:: Work to be completed ::
The following data has a line with "Map reading. Build" and a line with "Quick job: What". Write out exactly those lines and all the lines between them.

:: Material supplied ::

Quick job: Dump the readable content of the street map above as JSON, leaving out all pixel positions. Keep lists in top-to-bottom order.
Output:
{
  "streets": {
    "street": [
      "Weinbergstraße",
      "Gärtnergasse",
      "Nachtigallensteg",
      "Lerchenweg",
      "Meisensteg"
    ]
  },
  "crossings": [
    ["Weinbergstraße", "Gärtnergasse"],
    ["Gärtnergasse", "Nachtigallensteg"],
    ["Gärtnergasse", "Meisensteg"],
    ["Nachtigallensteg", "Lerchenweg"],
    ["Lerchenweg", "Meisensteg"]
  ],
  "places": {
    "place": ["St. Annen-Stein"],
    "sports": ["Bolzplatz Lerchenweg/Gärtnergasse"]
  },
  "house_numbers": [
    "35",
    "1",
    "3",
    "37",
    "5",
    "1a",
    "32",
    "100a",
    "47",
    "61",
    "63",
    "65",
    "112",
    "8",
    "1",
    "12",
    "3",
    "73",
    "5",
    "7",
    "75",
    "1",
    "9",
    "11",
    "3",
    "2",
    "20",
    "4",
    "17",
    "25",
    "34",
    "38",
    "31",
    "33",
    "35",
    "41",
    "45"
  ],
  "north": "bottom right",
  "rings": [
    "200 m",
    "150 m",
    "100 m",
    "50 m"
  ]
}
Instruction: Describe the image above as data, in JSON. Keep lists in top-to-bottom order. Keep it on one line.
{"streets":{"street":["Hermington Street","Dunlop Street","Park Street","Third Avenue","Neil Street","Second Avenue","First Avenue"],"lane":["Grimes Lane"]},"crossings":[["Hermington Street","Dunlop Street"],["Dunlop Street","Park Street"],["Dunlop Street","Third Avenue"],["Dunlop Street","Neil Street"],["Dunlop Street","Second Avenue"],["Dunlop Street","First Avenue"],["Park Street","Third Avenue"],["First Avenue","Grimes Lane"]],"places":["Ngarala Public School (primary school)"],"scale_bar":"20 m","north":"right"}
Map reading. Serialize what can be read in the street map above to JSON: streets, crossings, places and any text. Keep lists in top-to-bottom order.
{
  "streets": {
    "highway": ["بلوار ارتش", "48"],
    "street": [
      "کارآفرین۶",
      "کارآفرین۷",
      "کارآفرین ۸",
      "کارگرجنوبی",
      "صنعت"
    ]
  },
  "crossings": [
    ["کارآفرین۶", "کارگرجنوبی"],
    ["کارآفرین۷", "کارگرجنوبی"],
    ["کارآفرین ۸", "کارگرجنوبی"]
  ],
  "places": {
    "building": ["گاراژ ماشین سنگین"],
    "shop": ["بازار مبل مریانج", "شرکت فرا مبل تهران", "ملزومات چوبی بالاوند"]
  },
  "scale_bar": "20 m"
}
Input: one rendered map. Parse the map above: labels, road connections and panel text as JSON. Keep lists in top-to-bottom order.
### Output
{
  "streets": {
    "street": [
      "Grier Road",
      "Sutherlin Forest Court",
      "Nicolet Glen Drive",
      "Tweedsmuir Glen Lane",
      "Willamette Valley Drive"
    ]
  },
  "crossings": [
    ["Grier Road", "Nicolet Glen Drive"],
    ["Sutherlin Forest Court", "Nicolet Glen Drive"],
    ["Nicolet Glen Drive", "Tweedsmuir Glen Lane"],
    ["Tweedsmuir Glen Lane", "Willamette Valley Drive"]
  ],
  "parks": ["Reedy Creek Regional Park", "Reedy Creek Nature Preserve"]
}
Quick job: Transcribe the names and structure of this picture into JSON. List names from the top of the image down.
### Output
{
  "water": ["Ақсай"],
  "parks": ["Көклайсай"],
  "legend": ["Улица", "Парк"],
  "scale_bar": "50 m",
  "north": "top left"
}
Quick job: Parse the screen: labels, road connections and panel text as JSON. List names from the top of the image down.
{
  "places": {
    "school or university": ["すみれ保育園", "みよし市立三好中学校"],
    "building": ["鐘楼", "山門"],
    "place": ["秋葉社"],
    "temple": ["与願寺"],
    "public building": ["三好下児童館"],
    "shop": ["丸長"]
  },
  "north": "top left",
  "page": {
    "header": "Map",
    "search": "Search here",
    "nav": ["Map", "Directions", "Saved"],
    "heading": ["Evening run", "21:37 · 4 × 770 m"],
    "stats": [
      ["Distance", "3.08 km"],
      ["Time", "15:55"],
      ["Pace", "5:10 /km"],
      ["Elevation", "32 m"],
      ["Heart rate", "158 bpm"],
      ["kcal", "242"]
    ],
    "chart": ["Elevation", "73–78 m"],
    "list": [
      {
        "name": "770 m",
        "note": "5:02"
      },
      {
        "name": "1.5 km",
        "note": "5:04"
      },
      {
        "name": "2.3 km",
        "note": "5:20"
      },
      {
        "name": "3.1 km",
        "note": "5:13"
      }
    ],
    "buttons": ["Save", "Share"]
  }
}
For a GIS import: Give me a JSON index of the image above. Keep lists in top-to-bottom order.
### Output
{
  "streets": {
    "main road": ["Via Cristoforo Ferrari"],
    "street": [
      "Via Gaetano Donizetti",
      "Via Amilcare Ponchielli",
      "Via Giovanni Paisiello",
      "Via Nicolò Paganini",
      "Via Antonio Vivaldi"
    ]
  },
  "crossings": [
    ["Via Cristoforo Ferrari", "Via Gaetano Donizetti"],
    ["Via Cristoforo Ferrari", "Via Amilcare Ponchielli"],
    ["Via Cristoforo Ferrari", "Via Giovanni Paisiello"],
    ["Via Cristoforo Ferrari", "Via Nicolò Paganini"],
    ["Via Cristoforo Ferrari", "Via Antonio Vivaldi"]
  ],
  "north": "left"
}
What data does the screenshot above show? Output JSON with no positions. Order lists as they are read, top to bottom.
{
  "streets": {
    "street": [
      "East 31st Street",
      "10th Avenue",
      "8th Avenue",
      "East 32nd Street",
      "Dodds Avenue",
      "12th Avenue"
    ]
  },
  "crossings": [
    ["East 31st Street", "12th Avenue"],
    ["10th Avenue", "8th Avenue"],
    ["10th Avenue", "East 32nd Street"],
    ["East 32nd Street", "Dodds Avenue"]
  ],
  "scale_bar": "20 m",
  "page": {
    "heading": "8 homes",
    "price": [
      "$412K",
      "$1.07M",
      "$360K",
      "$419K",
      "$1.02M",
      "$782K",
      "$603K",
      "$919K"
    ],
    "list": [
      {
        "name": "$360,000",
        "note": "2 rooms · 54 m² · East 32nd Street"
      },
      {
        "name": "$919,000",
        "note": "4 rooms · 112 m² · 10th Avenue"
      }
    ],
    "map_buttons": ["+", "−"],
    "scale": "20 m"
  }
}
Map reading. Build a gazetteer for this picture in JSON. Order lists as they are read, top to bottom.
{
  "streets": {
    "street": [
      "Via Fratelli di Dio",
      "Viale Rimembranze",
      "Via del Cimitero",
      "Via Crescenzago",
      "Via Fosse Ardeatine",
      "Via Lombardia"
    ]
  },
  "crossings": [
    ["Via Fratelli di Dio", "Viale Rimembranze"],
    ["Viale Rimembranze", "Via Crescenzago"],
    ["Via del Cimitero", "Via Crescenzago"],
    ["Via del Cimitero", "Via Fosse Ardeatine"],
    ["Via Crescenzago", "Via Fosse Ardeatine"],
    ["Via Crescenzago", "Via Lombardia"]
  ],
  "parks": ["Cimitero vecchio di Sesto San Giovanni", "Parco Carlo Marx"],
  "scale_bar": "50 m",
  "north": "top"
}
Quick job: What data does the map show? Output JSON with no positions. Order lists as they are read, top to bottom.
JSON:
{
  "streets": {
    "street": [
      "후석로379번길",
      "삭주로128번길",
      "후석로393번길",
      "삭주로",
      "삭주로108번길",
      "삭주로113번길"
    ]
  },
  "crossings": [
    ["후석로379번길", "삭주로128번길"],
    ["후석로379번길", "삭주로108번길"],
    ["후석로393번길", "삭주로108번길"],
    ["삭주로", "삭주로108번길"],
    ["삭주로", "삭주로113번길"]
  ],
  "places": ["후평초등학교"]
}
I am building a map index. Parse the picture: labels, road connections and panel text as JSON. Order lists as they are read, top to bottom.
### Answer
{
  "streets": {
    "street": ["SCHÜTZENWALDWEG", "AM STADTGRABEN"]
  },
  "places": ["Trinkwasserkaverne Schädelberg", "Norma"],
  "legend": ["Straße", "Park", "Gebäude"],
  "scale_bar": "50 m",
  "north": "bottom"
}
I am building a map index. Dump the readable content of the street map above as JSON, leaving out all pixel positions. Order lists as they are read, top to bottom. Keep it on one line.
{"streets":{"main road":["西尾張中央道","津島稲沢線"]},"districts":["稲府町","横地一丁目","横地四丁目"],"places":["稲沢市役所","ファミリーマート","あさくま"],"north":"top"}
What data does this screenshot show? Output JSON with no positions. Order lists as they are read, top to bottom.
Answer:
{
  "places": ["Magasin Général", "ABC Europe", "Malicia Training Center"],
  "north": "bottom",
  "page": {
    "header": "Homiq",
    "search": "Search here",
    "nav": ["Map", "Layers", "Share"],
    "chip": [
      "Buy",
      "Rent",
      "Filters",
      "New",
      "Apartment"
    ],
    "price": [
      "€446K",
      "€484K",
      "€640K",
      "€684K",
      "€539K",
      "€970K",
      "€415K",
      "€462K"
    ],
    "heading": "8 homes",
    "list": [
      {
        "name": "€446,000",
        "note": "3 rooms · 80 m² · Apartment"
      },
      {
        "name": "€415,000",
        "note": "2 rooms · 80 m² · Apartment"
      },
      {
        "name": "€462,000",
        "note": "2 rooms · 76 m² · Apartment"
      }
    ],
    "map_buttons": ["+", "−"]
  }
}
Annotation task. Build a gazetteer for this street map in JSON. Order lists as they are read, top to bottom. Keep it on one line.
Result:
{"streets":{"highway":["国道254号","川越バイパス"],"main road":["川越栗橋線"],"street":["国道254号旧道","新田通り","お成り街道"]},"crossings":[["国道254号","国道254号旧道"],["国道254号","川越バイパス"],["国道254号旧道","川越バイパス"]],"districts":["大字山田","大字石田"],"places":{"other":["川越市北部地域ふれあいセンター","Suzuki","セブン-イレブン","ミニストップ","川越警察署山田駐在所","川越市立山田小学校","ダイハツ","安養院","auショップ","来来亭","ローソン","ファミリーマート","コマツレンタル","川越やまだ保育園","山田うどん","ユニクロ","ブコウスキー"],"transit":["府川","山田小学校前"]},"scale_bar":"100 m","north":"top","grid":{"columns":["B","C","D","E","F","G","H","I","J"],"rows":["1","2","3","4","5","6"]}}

:: Response to this task ::
Map reading. Build a gazetteer for this picture in JSON. Order lists as they are read, top to bottom.
{
  "streets": {
    "street": [
      "Via Fratelli di Dio",
      "Viale Rimembranze",
      "Via del Cimitero",
      "Via Crescenzago",
      "Via Fosse Ardeatine",
      "Via Lombardia"
    ]
  },
  "crossings": [
    ["Via Fratelli di Dio", "Viale Rimembranze"],
    ["Viale Rimembranze", "Via Crescenzago"],
    ["Via del Cimitero", "Via Crescenzago"],
    ["Via del Cimitero", "Via Fosse Ardeatine"],
    ["Via Crescenzago", "Via Fosse Ardeatine"],
    ["Via Crescenzago", "Via Lombardia"]
  ],
  "parks": ["Cimitero vecchio di Sesto San Giovanni", "Parco Carlo Marx"],
  "scale_bar": "50 m",
  "north": "top"
}
Quick job: What data does the map show? Output JSON with no positions. Order lists as they are read, top to bottom.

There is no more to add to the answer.